それから令和になり、推しとの距離は劇的に縮まりました。
ライブ配信などをやるジャンルのアイドルだと、家に居ても自分の呼びかけに直接答えてくれる。
頻繁にリアルタイムで同じ時間を過ごせるのは、推しを近く感じてしまっても無理はありません。
でもそれと同時に、自分以外のファンの存在がハッキリと可視化され、身の程を知る事にもなります。
その結果自分如きが推しと結婚出来る訳ない…と気付く事が出来ます。
それでも何か推しの特別な存在になりたい!と思った結果生まれたのが
「推しに結婚を勧めるポジション」=「友達面」なのです。
■ 結局は推しの特別になりたいだけ
推しの特別な存在になりたいという根底の心は変化していないのに、何故、恋人面から友達面がファンのスタンダードに変容したかと言うと、恋人面するのが格好悪いという共通認識が、ファンの中で広まり定着したからです。
実は「結婚しないでくれ!」も「早く結婚しろ!」もプレイベートに口出ししている事には変わり無いのに、何故か早く結婚しろの方が、現実が見れていて余裕があってかっこ良く見えるという思い込みから、スタンダードになり始めたのです。

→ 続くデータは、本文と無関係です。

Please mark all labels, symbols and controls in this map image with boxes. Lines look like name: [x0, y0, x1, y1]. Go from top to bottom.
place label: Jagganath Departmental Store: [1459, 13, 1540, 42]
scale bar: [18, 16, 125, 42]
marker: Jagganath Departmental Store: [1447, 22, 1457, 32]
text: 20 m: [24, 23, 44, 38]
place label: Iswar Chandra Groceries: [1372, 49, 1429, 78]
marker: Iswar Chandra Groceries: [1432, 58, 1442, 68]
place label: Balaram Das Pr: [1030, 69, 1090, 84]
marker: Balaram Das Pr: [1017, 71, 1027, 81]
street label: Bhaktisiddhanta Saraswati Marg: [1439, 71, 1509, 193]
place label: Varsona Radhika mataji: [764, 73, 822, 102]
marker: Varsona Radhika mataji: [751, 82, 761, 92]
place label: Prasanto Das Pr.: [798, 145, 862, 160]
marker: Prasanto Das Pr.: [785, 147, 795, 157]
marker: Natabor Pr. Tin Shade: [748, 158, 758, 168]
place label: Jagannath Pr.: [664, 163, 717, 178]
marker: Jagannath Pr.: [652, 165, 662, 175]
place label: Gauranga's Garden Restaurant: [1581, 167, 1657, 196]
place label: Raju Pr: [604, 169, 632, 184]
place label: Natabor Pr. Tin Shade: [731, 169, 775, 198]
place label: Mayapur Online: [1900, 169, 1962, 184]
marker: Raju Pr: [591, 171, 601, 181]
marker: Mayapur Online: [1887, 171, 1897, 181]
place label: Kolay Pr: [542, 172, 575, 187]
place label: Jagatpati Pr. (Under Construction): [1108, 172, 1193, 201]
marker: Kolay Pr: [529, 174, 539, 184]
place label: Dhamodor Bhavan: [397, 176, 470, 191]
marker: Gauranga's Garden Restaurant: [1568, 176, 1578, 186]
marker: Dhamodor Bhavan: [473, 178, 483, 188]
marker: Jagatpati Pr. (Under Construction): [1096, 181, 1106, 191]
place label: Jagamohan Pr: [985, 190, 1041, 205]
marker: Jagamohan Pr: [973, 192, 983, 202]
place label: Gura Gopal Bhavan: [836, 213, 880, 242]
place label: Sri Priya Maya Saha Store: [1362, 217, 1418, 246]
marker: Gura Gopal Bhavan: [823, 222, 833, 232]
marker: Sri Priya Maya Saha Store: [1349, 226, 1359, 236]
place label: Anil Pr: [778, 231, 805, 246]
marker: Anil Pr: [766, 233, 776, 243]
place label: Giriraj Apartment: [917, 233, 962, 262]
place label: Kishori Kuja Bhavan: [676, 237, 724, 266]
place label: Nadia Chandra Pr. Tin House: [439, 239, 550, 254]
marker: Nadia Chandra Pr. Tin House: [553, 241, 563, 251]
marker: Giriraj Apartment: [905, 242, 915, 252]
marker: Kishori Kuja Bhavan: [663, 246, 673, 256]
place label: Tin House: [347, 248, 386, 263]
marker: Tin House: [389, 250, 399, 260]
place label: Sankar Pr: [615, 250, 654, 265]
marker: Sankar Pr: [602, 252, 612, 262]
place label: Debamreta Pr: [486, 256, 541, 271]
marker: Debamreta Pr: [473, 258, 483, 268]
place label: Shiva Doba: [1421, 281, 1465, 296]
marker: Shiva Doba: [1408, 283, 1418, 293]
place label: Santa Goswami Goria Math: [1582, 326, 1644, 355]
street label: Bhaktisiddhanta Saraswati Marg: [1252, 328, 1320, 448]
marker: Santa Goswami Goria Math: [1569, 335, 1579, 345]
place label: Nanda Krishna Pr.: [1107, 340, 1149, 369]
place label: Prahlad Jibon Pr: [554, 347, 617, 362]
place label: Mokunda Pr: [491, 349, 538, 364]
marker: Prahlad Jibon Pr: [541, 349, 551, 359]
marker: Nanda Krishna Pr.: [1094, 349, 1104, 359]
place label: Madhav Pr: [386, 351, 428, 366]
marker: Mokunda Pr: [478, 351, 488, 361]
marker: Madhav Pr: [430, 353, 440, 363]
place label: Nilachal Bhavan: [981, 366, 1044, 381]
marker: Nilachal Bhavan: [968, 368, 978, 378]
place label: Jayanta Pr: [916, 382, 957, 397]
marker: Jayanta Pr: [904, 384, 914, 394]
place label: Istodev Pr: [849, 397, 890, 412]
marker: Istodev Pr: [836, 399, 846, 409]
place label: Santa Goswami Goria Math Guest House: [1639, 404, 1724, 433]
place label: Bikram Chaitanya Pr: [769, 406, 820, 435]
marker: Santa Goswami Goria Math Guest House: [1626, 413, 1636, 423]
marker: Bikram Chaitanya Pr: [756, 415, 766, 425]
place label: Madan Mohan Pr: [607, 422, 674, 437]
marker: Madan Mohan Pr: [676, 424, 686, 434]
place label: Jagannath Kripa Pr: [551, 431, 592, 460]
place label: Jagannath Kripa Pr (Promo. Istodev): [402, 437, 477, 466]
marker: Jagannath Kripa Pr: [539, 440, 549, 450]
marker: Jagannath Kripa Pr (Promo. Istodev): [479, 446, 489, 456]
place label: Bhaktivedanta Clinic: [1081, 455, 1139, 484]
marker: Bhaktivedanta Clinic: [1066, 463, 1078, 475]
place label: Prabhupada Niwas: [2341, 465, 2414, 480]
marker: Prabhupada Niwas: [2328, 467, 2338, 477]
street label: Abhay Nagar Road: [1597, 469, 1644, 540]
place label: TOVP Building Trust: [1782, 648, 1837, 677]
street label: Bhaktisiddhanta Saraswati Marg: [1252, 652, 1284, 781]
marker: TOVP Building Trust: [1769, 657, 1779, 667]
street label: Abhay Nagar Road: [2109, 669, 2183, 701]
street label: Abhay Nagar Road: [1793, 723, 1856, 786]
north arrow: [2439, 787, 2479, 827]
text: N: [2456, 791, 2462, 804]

そして多分これが一番の目的でしょうが「無害アピール」なのです。
推しとの距離が縮まった昨今、ファンの最低条件は無害である事なのです。
昔はライブなどのセキュリティがしっかりした場でしか交流する機会がありませんでしたが、今はそうではありません。
わざわざ出向かず家で寝転がって居ても悪質なコメントなどアイドルに迷惑がかかる行為を無料で簡単に行えるようになったので、その分アイドル側も警戒も強くなっています。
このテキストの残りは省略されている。